Who will be able to resist the day of his coming? Who will remain standing when he appears?

Some days, I feel like I am my own worst enemy. Spiritual self-sabotage is a real thing with me. I know the good that I ought to do. My brain knows it, my heart knows it, my conscience knows it, and I can see the path of good action clearly in front of me. Yet my stubbornness often gets the better of me, and I do the complete opposite. I know I shouldn’t do, but I allow myself to be angry, or to be riled up easily or to speak and act harshly. You’d think that by now, I should know better and be able to rise above childish gripes and petty grievances. Yet no, I allow myself to get sucked in. Some days, it is as if I don’t want to be better. Why? I couldn’t say.  

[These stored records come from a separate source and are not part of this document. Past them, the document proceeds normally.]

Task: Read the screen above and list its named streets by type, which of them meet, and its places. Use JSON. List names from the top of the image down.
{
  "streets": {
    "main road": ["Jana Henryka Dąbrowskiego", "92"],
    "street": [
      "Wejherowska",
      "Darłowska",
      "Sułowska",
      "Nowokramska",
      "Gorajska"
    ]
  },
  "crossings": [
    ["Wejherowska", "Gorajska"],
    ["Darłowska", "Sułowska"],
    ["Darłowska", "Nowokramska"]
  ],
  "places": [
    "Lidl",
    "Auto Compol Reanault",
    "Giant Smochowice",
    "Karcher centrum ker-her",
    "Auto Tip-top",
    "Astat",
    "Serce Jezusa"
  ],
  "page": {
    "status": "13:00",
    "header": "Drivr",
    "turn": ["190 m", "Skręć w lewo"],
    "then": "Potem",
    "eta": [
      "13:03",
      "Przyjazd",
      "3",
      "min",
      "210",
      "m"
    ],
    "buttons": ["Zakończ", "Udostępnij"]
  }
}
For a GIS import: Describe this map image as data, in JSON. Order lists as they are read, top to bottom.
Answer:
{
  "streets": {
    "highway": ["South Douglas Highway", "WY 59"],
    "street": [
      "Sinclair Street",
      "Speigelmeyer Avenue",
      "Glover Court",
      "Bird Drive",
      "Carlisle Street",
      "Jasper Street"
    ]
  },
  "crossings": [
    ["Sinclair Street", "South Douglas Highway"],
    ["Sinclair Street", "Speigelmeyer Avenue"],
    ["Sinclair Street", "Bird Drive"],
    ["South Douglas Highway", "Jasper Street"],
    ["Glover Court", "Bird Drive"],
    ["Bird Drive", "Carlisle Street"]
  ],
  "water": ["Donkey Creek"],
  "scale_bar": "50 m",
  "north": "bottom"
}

I often think about my own mortality, about how I would feel if faced with the reality that I’ve run out of second chances with God. I am not ready to go, and my soul is most certainly not refined to any state of readiness. Also, there are loose ends everywhere I look. Nothing in my life is in any order that I am happy with. People need to be better looked after, to be provided for more adequately. So many things are still unsaid, so much still undone. The prospect of it fills me with anxiety. I don’t know if there will be a time when I will ever be ready. I am not even sure I know what ready looks like.

How does one get one’s self to a state of ‘readiness’, I wonder? How does one become like Simeon, who lived waiting for Christ, and who presumably had his affairs in such good standing that he was ready to go back to God, the moment he witnessed the miracle of Christ? How do we let go of the worldliness that weighs on us, and allow ourselves to be purified? I suppose not giving in to stubborn wilfulness is half of it, but then what?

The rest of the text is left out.